Onde termina a trilha dos plátanos, no sentido nascente-poente, eu costumava dobrar a direita e cruzar uma esplanada central do parque, onde existem: um Espelho D’água – antiga piscina olímpica –, um chafariz no lado este do espelho e no centro de uma piscina contida por muretas que formam um octógono. Contínuos às laterais desse conjunto se distribuem gramados com bancos de madeira onde costumo me acomodar quando não me dirijo ao lado norte do Parque para admirar recantos representando culturas de outros paises,  construídos durante uma Exposição Internacional ocorrida em 1935.
Naquele dia me sentia estranhamente incomodado, motivo pelo qual não passei para o outro lado, detendo-me, então, próximo ao Chafariz, onde ali fiquei sentado em um dos bancos, admirando os últimos raios do sol, já com seus tons de vermelho e laranja, que, quase encobertos no horizonte, insistiam entre as frestas formadas pelas silhuetas dos prédios que se localizavam na zona mais elevada da cidade.
Era incomum, naquele horário, pessoas transitarem pelo Parque, pois a maioria dos moradores da cidade trabalhava parte no extremo norte e a outra se deslocava de barco para ir até uma grande indústria de papel situada na margem oposta do estuário que banha a cidade; junte-se a este, o fato de que o Parque situava-se, diferente de hoje, em uma zona não residencial. Eu fazia parte, portanto, de um pequeno número de pessoas que freqüentava este local ao entardecer, mesmo porque morava e ainda moro junto ao parque.
    
A temperatura média, neste período do ano, costumava ser de vinte e cinco a vinte e oito graus, baixando de três a cinco graus, ao entardecer. Mas naquele dia estava bem mais quente e por esse motivo resolvi ficar até mais tarde deliciando-me com a mornidão do crepúsculo vespertino!... Num determinado momento, já mais noite do que dia pude perceber, junto a um poste com iluminação no lado e extremidade contíguos ao que me encontrava, sentada em um dos bancos, que me pareceu ser uma mulher.
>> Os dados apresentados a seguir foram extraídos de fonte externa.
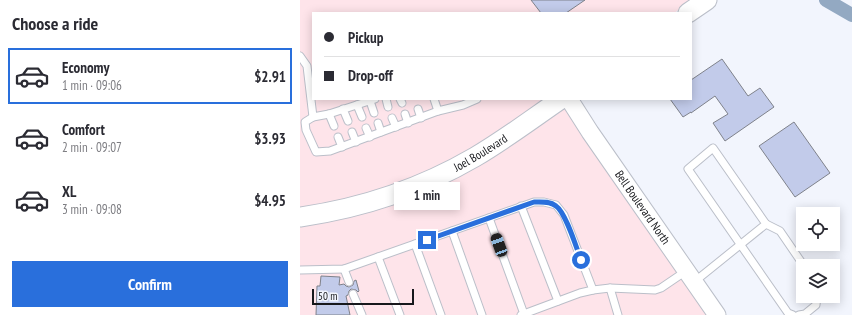 <!DOCTYPE html>
<html lang="en">
<head>
<meta charset="utf-8">
<style>
	:root { --surface:#fff; --page:#f7f7f7; --text:#2b2b33; --muted:#7c7c81; --line:#e1e1e2; --accent:#296fdc }
	body { margin:0; font-family:"PT Sans Narrow",sans-serif; background:var(--page); color:var(--text); height:100vh; display:flex; flex-direction:column; font-size:15px; white-space:nowrap }
	* { box-sizing:border-box; margin:0 }
	p { font-size:13px; color:var(--muted) }
	.icon { flex:none; width:22px; height:22px; fill:none; stroke:currentColor; stroke-width:2; stroke-linecap:round; stroke-linejoin:round }
	.map { position:relative; flex:1; overflow:hidden }
	.details { display:flex; flex-direction:column; background:var(--surface); width:300px }
	.details>* { flex:none }
	.top-card { position:absolute; left:12px; top:12px; width:380px; height:88px; border-radius:0px; box-shadow:0 2px 10px #0003; display:grid; align-content:center; height:88px; padding:0 12px; background:var(--surface) }
	.fabs { position:absolute; left:496px; top:207px; display:grid; gap:8px }
	.fabs a { display:grid; place-items:center; width:44px; height:44px; border-radius:0px; background:var(--surface); box-shadow:0 2px 10px #0003; font-size:20px }
	.scale { position:absolute; left:12px; bottom:10px; width:102px; box-sizing:border-box; padding-left:4px; border:2px solid #17181c; border-top:0; font-size:11px; line-height:14px; white-space:nowrap; color:#17181c; -webkit-text-stroke:3px #f2f5fd; paint-order:stroke }
	.end { position:absolute; width:18px; height:18px; margin:-9px; border:5px solid #296fdc; background:#fff; box-shadow:0 0 0 2px #fff }
	.from { border-radius:50% }
	.bubble { position:absolute; height:28px; border-radius:0px; background:var(--surface); box-shadow:0 2px 10px #0003; font-size:13px; font-weight:700; line-height:28px; text-align:center }
	.car { position:absolute; width:12px; height:24px; margin:-12px -6px; border-radius:5px; box-shadow:0 0 3px 1px #0007; background:linear-gradient(#222 24%,#8ab4d8 0 40%,#222 0 76%,#8ab4d8 0 86%,#222 0) }
	.top-card b { display:flex; align-items:center; gap:14px; height:38px; font-size:15px }
	.top-card b+b { border-top:1px solid var(--line) }
	.top-card i { width:10px; height:10px; background:var(--text) }
	ul { padding:0; list-style:none }
	li { display:flex; align-items:center; gap:12px; height:56px; margin:0 8px 6px; padding:0 4px; border:2px solid transparent; border-radius:0px }
	li div { flex:1 }
	li b { display:block; font-size:15px }
	li em { font-style:normal; font-weight:700 }
	li.selected { border-color:var(--accent) }
	li>.icon { width:36px; height:36px; stroke-width:1.5 }
	h2 { padding:0 12px; font-size:18px; line-height:48px }
	.button { display:flex; gap:8px; margin-top:auto; padding:8px 12px }
	.button a { flex:1; height:46px; border-radius:0px; background:var(--accent); color:#fff; font-size:16px; font-weight:700; line-height:46px; text-align:center }
	main { display:flex; flex:1; min-height:0 }
	.map>svg:first-child { display:block }
	.commercial { fill:#fee4ea }
	.lines { fill:none; stroke-linecap:round; stroke-linejoin:round }
	.canal { stroke:#93a9c2; stroke-width:14 }
	.building { fill:#c2cbea; stroke:#7f828b }
	.service-casing { stroke:#bbbfc9; stroke-width:9 }
	.tertiary-casing { stroke:#bbbfc9; stroke-width:19 }
	.secondary-casing { stroke:#bbbfc9; stroke-width:21 }
	.service { stroke:#fff; stroke-width:7 }
	.tertiary { stroke:#fff; stroke-width:17 }
	.secondary { stroke:#fff; stroke-width:19 }
	.route { stroke:#296fdc; stroke-width:5 }
	.labels { text-anchor:middle; stroke-width:4; stroke-linejoin:round; paint-order:stroke }
	.street-label { font-size:12px; fill:#17181c; stroke:#f2f5fd }
</style>
</head>
<body>
<main>
<section class="details">
<h2>Choose a ride</h2>
<ul>
<li class="selected"><svg class="icon" aria-label="car" viewBox="0 0 24 24"><path d="M5 17H2v-5l4-1 3-4h7l3 4 3 1v5h-3M9 17h6M6 11h13"/><circle cx="7" cy="17" r="2"/><circle cx="17" cy="17" r="2"/></svg><div><b>Economy</b><p>1 min · 09:06</p></div><em>$2.91</em></li>
<li><svg class="icon" aria-label="car" viewBox="0 0 24 24"><path d="M5 17H2v-5l4-1 3-4h7l3 4 3 1v5h-3M9 17h6M6 11h13"/><circle cx="7" cy="17" r="2"/><circle cx="17" cy="17" r="2"/></svg><div><b>Comfort</b><p>2 min · 09:07</p></div><em>$3.93</em></li>
<li><svg class="icon" aria-label="car" viewBox="0 0 24 24"><path d="M5 17H2v-5l4-1 3-4h7l3 4 3 1v5h-3M9 17h6M6 11h13"/><circle cx="7" cy="17" r="2"/><circle cx="17" cy="17" r="2"/></svg><div><b>XL</b><p>3 min · 09:08</p></div><em>$4.95</em></li>
</ul>
<div class="button"><a>Confirm</a></div>
</section>
<div class="map">
<svg width="552" height="315" viewBox="0 0 552 315">
	<rect width="100%" height="100%" fill="#f2f5fd"/>
	<g class="commercial">
		<path d="M0 0H393L374 13H13V99H247L189 139 133 171 57 198 0 209Z"/>
		<path d="M264 106 408 315H0V225L23 222Z"/>
	</g>
	<g class="lines">
		<path class="canal" d="M526 0 552 15"/>
	</g>
	<g class="building">
		<path d="M231 0H285L266 13H241Z"/>
		<path d="M422 59 448 96 460 88 474 107 425 141 413 123 428 114 415 96 391 113V112L383 117 370 99H391V80Z"/>
		<path d="M494 122 530 173 495 197 459 146Z"/>
		<path d="M21 276 40 277 39 285 44 284 46 286 49 287 53 285 54 281 56 280 59 291 58 292 56 290 51 289 49 291 48 295 46 296 50 315H16L17 286H20Z"/>
	</g>
	<g class="lines">
		<defs>
			<g id="service">
				<path d="M0 56 7 66 13 117 29 114 75 99"/>
				<path d="M86 99 88 107"/>
				<path d="M100 99 102 103"/>
				<path d="M134 99 138 111 163 105 177 99"/>
				<path d="M70 101 74 113"/>
				<path d="M57 105 62 117"/>
				<path d="M43 109 48 121"/>
				<path d="M118 109 121 118"/>
				<path d="M29 114 34 126"/>
				<path d="M105 114 108 123"/>
				<path d="M13 117 5 122 6 130 16 152 30 151 138 111"/>
				<path d="M92 118 96 127"/>
				<path d="M78 123 81 132"/>
				<path d="M66 128 70 137"/>
				<path d="M52 132 56 142"/>
				<path d="M38 137 42 147"/>
				<path d="M221 206 258 301"/>
				<path d="M189 218 224 314"/>
				<path d="M466 224 480 231 504 266"/>
				<path d="M152 231 182 315"/>
				<path d="M115 244 141 315"/>
				<path d="M78 257 100 315"/>
				<path d="M44 269 49 282"/>
				<path d="M0 270 44 269 234 202H244L256 205 264 215 293 290"/>
				<path d="M394 282 466 224 413 148 388 169 488 313 493 315"/>
				<path d="M310 288 318 315"/>
				<path d="M53 294 62 315"/>
				<path d="M221 315 280 293 293 290 310 288 355 290 361 288 386 271"/>
				<path d="M499 315 505 314 516 305 517 296"/>
			</g>
			<g id="tertiary">
				<path id="s1" d="M269 99 290 132 417 315"/>
			</g>
			<g id="secondary">
				<path d="M388 13 407 0"/>
				<path id="s2" d="M0 217C63 208 120 189 175 157 204 140 232 119 261 99"/>
			</g>
		</defs>
		<use href="#service" class="service-casing"/>
		<use href="#tertiary" class="tertiary-casing"/>
		<use href="#secondary" class="secondary-casing"/>
		<use href="#service" class="service"/>
		<use href="#tertiary" class="tertiary"/>
		<use href="#secondary" class="secondary"/>
	</g>
	<g class="lines">
		<path class="route" d="M127 240 234 202C241 202 250 201 256 206 266 213 276 247 281 260"/>
	</g>
	<g class="labels">
		<g class="street-label">
			<text dy="4" stroke="none"><textPath href="#s2" startOffset="193">Joel Boulevard</textPath></text>
			<text dy="4" stroke="none"><textPath href="#s1" startOffset="131">Bell Boulevard North</textPath></text>
		</g>
	</g>
</svg>
<div class="fabs">
<a><svg class="icon" aria-label="locate" viewBox="0 0 24 24"><circle cx="12" cy="12" r="6"/><path d="M12 2v4M12 18v4M2 12h4M18 12h4"/></svg></a>
<a><svg class="icon" aria-label="layers" viewBox="0 0 24 24"><path d="M12 4l9 5-9 5-9-5zM3 14l9 5 9-5"/></svg></a>
</div>
<div class="scale">50 m</div>
<i class="end from" style="left:281px;top:260px"></i>
<i class="end" style="left:127px;top:240px"></i>
<div class="bubble" style="left:94px;top:182px;width:66px">1 min</div>
<i class="car" style="left:199px;top:245px;rotate:340deg"></i>
<div class="top-card">
<b><i class="from"></i>Pickup</b>
<b><i></i>Drop-off</b>
</div>
</div>
</main>
</body>
</html>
Passados alguns minutos, na outra ala do corredor e no lado oposto, junto a uma iluminação, passava outra pessoa que aparentava estar caminhando com certa dificuldade, neste caso, no entanto, verifiquei claramente ser uma mulher. Como a temperatura estava convidativa para aquele horário, julguei que aquilo fosse normal, pois outras pessoas tinham estado lá, embora, mais cedo.
      
Resolvi, então, ir embora e, no exato momento em que me pus de pé, verifiquei que a segunda pessoa que eu já havia percebido se tratar de uma mulher, sentava-se, na laje, à beira do Espelho D’água, procedimento, que, naquele momento, me pareceu estranho, mas como eu já estava disposto a ir embora, retomei minha caminhada para o último trecho de mais ou menos cem metros que faltavam para o término do ambiente do Parque... ...passos lentos... ...indeciso, às vezes que olhei para trás, pude perceber que aquela mulher continuava no mesmo lugar, já agora, com os pés virados para dentro d’água!...Mas eu me afastava!... Não estaria ela necessitando de ajuda?... Dúvidas me assaltaram e tremi... Por que não volto? ...Minha cabeça doía... Exclamei:... Meu Deus! O que esta acontecendo?... Pensei: não fossem aqueles sentimentos estranhos, esses fatos nem teriam sido percebidos. Voltei para casa...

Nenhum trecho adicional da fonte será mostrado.